Stuff the two queries together: we use the firsty query as a WITH
clause. This is significantly faster, perhaps because the query
optimiser does a better job but probably just because it saves on
round trips.
No functional change.
Perf: subjectively this seemed to help when the cache was cold. Now I
have a warm cache and it doesn't seem to make much difference.
Perf: runtime of my test case now ~5-7s.
Example queries before (from the debugging output):
Query A part I:
SELECT f.flight AS flight,
j.job AS job,
f.started AS started,
j.status AS status
FROM flights f
JOIN jobs j USING (flight)
JOIN runvars r
ON f.flight=r.flight
AND r.name=?
WHERE j.job=r.job
AND f.blessing=?
AND f.branch=?
AND j.job=?
AND r.val=?
AND (j.status='pass' OR j.status='fail'
OR j.status='truncated'!)
AND f.started IS NOT NULL
AND f.started >= ?
ORDER BY f.started DESC
With bind variables:
"test-amd64-i386-xl-pvshim"
"guest-start"
Query B part I:
SELECT f.flight AS flight,
s.job AS job,
NULL as started,
NULL as status,
max(s.finished) AS max_finished
FROM steps s JOIN flights f
ON s.flight=f.flight
WHERE s.job=? AND f.blessing=? AND f.branch=?

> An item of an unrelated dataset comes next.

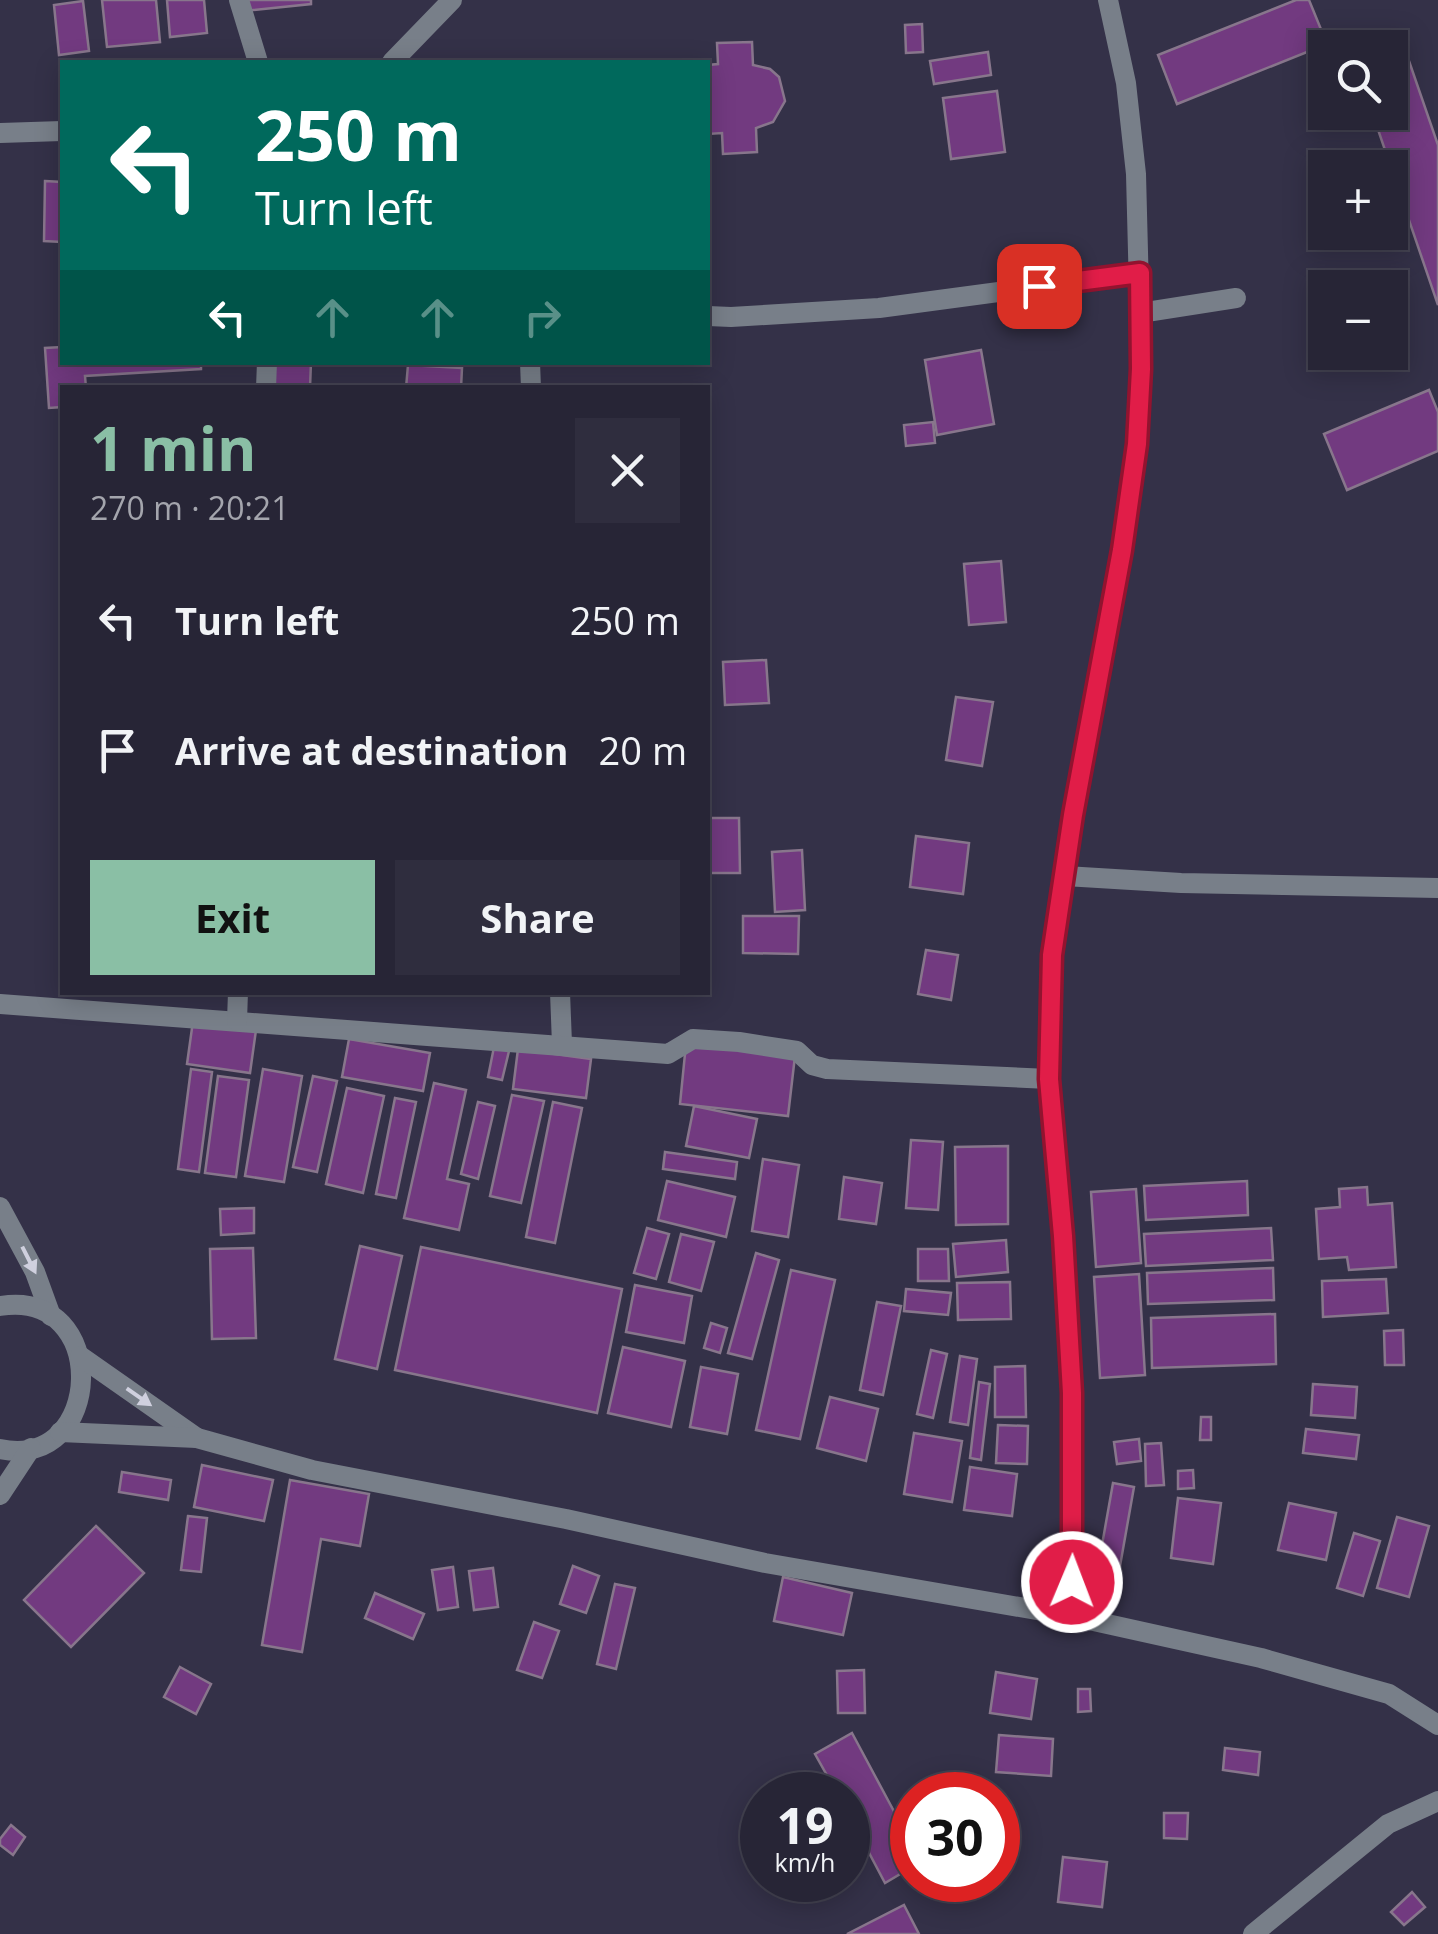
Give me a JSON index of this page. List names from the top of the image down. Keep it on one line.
{"page":{"map_buttons":["+","−"],"turn":["250 m","Turn left"],"heading":["1 min","270 m · 20:21"],"list":[{"name":"Turn left","value":"250 m"},{"name":"Arrive at destination","value":"20 m"}],"buttons":["Exit","Share"],"speed":"19 km/h","limit":"30"}}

AND s.finished IS NOT NULL
AND f.started IS NOT NULL
AND f.started >= ?
GROUP BY f.flight, s.job
ORDER BY max_finished DESC
With bind variables:
"test-armhf-armhf-libvirt"
'real'
"xen-unstable"
1594144469
Query common part II:
WITH tsteps AS
(
SELECT *
FROM steps
WHERE flight=? AND job=?
)
, tsteps2 AS
(
SELECT *
FROM tsteps
WHERE finished <=
(SELECT finished
FROM tsteps
WHERE tsteps.testid = ?)
)
SELECT (
SELECT max(finished)-min(started)
FROM tsteps2
) - (
SELECT sum(finished-started)
FROM tsteps2
WHERE step = 'ts-hosts-allocate'
)
AS duration
With bind variables from previous query, eg:
152045
"test-armhf-armhf-libvirt"
"guest-start.2"
After:
Query A (combined):
WITH f AS (
SELECT f.flight AS flight,
j.job AS job,
f.started AS started,
j.status AS status
FROM flights f
JOIN jobs j USING (flight)
JOIN runvars r
ON f.flight=r.flight
AND r.name=?
WHERE j.job=r.job
AND f.blessing=?
AND f.branch=?
AND j.job=?
AND r.val=?
AND (j.status='pass' OR j.status='fail'
OR j.status='truncated'!)
AND f.started IS NOT NULL
AND f.started >= ?
ORDER BY f.started DESC
)
SELECT flight, max_finished, job, started, status,
(
WITH tsteps AS
(
SELECT *
FROM steps
WHERE flight=f.flight AND job=f.job
)
, tsteps2 AS
(
SELECT *
FROM tsteps
WHERE finished <=
(SELECT finished
FROM tsteps
WHERE tsteps.testid = ?)
)
SELECT (
SELECT max(finished)-min(started)
FROM tsteps2
) - (
SELECT sum(finished-started)
FROM tsteps2
WHERE step = 'ts-hosts-allocate'
)
AS duration
) FROM f
Query B (combined):
WITH f AS (
SELECT f.flight AS flight,
s.job AS job,
NULL as started,
NULL as status,
max(s.finished) AS max_finished
FROM steps s JOIN flights f
ON s.flight=f.flight
WHERE s.job=? AND f.blessing=? AND f.branch=?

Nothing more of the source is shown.